Proteins fold, enfold and unfold. And fold again. complicatio, explicatio, implicatio.
The theme of folding, unfolding and differentiated entanglement runs though Catherine Keller's Face of the Deep, and (its redux) Cloud of the Impossible. Nicholas of Cusa turns out to have been a very tehomic thinker.
Precisely what the ruach Elohim is doing over the face of tehom is the stuff of the mystic. It vibrates, oscillates, flutters (Deep, 232); as I have suggested recently in this blog, it osculates, too.
That the universe, space-time (what I have called solid time) might be 'folded' makes astrophysicists yawn and poets dream. Whatever Elohim had begun in reshith, the universe seems to continue to do: creative calisthenics. If I may paraphrase Lacan ("The Insistence of the Letter in the Unconscious"), the universe is structured like a protein in a living organism.

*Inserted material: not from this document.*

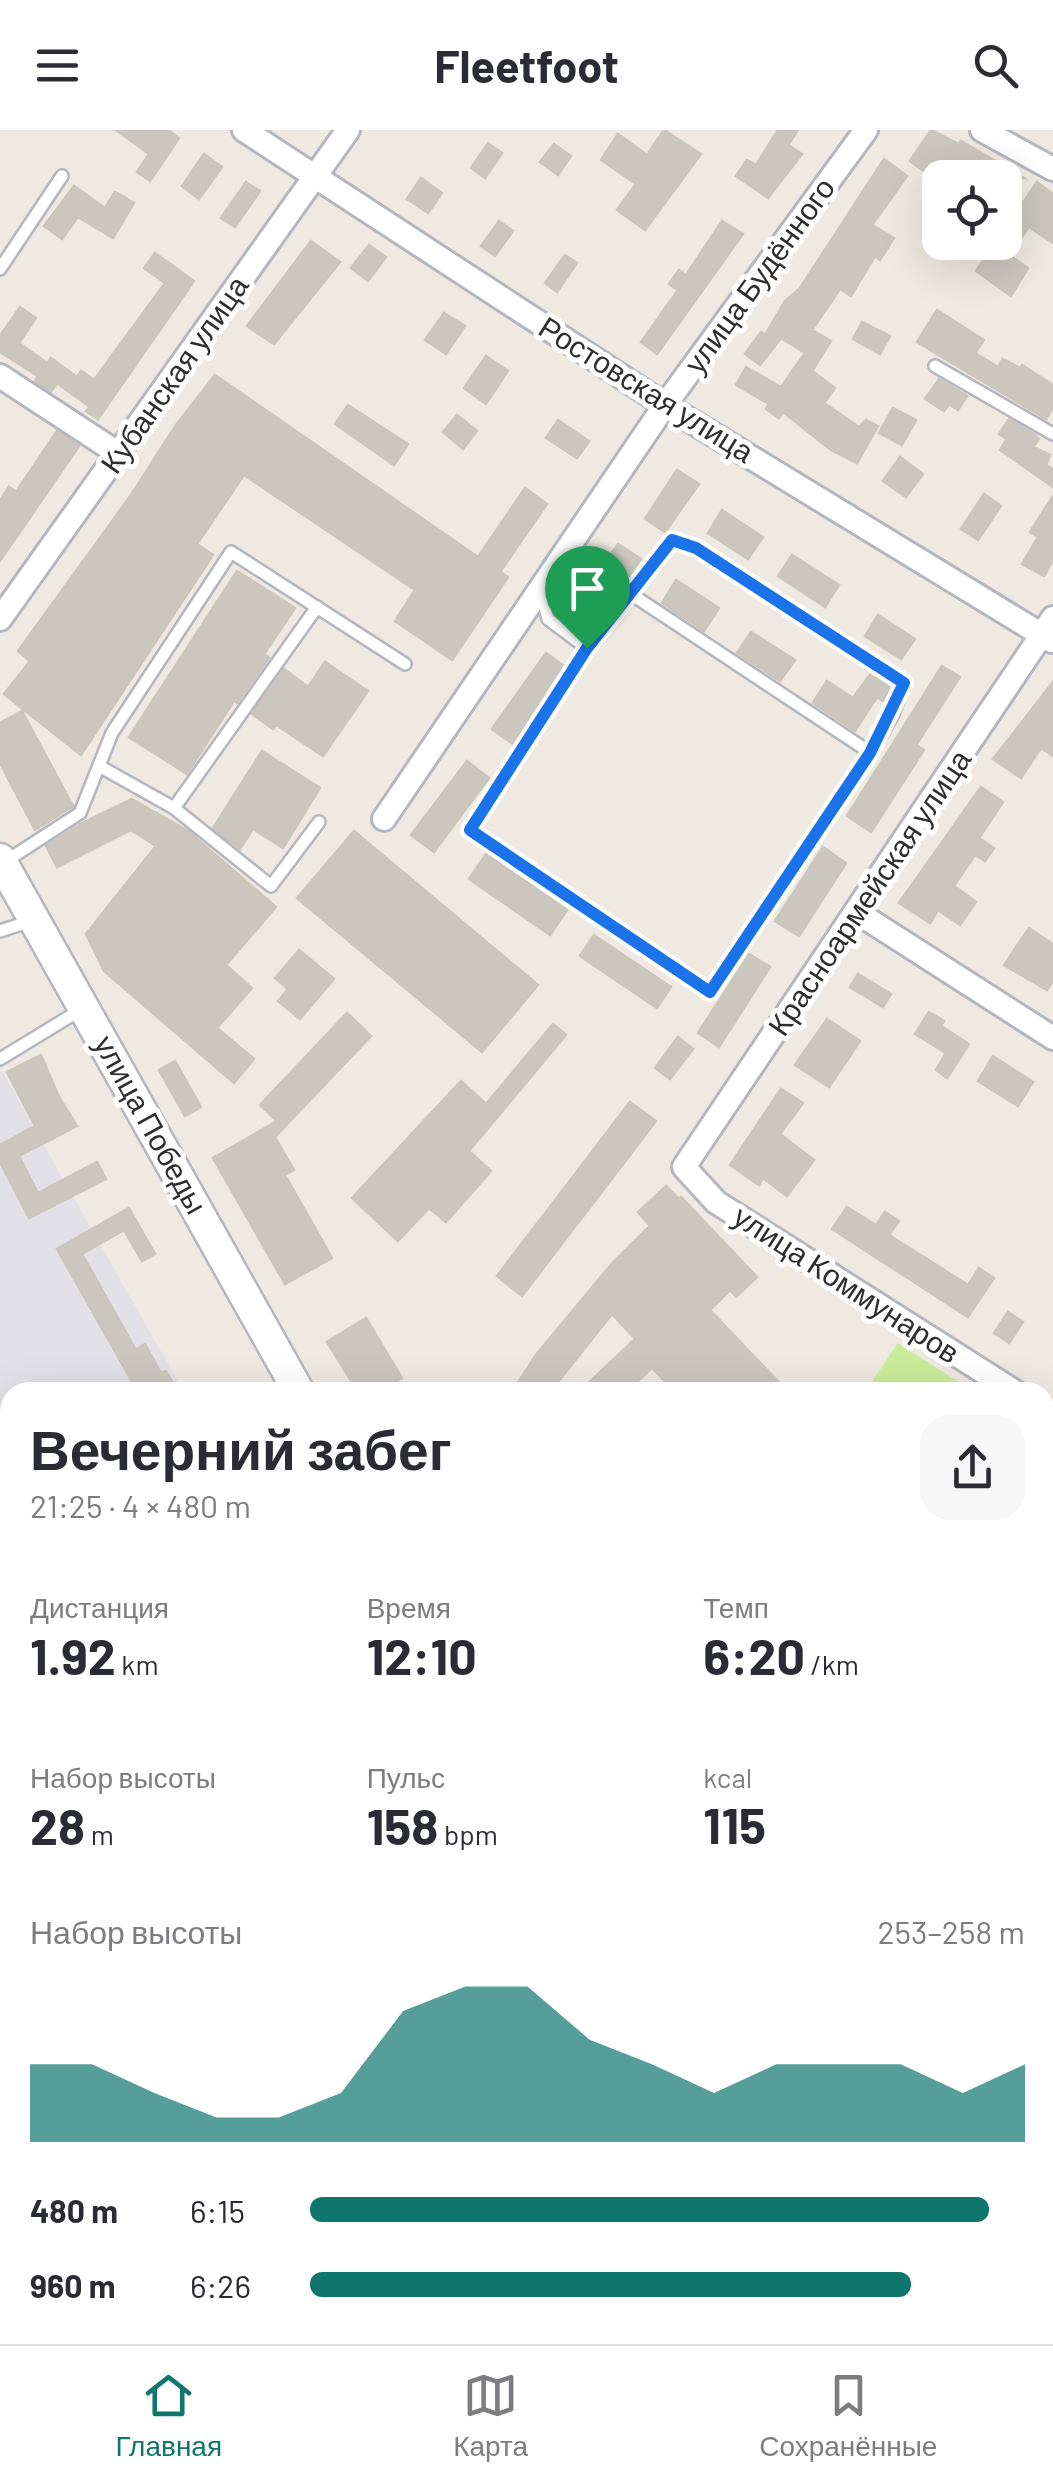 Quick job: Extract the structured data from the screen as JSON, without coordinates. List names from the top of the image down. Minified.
{"streets":{"street":["улица Будённого","Кубанская улица","Ростовская улица","Красноармейская улица","улица Победы","улица Коммунаров"]},"crossings":[["улица Будённого","Ростовская улица"],["Кубанская улица","Ростовская улица"],["Ростовская улица","Красноармейская улица"],["Красноармейская улица","улица Коммунаров"]],"page":{"header":"Fleetfoot","heading":["Вечерний забег","21:25 · 4 × 480 m"],"stats":[["Дистанция","1.92 km"],["Время","12:10"],["Темп","6:20 /km"],["Набор высоты","28 m"],["Пульс","158 bpm"],["kcal","115"]],"chart":["Набор высоты","253–258 m"],"list":[{"name":"480 m","note":"6:15"},{"name":"960 m","note":"6:26"}],"tabs":["Главная","Карта","Сохранённые"]}}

Hemoglobin, the good stuff in blood, is a complex protein molecule whose function is determined by the way its proteins fold and unfold to deliver oxygen to tissues (to quote the great American sage Yogi Berra, 'you can look it up in a book'). The iron-containing 'heme' group at the center of it all, oscillates in and out of its plane, picking up and dropping off air, breath, ruach, pneuma, spirit. The mechanism is so beautiful, so elegant, the only space in which a viewer can rejoice and express her joy is apophatic, the 'third space' of spirit and negative capability. I am really not going to discuss the quarternary structure of hemoglobin or any pulchritudinous polypeptides any further. I will, though, partake of the theopoetics of the via negativa of a living universe, whose entanglements with our deepest being bring us into the fold: enfolding, unfolding and implicating us in its deepest being: relationality.

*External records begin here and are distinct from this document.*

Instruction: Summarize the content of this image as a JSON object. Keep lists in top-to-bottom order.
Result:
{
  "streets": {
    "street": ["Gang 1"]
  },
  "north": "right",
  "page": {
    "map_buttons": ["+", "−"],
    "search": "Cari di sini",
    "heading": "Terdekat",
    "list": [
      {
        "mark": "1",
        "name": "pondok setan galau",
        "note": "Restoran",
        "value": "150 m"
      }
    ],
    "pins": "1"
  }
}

The Cusanian theme that winds-down Face of the Deep revs- up Cloud of the Impossible, and for good reason. Keller's theopoetics presents the apophatic space in the living, breathing entanglements of the relationality of a rhythmic and ongoing creation of the world. Karl Rahner's notion of the hearer who can approach the 'absolute mystery that is God' only asymptotically finds a safe place to land in Keller's gymnastic relationality. Rahner's ontotheology is supple enough, tehomic enough, to adopt a conformation within a thorough-going process of transforming, creative relational attitudes in the chaosmic entanglements predicated of Cusanian creative 'unknowing,' docta ignorantia.
In the self-organizing process of the world, the oscillation between tehom and elohim, complication and explication, creates...Creation begins--continually--in this relation, this incipient incarnation...[And] that relation, "the relation of relations," may be called the implication of the spirit of God...[T]his spirit will not transcend or obliterate differences; rather differences are intensified precisely by being brought into relation. So the third capacity thus signifies the relationality itself... [Such] a definition sounds a lot like the Holy Spirit of the classical trinity (Deep, 232).
If I may paraphrase Rahner, the Trinity we experience is the Trinity that is. We learn in the 2012 film, Cloud Atlas, that our lives are not our own, that we are entangled in the past, present and future, in space and time, in a forever of reshith, a repetition of fluttering tehom, in an apophatic space of the Spirit, where we inhale and exhale inseparably within the divine insistence of intersecting planes of living.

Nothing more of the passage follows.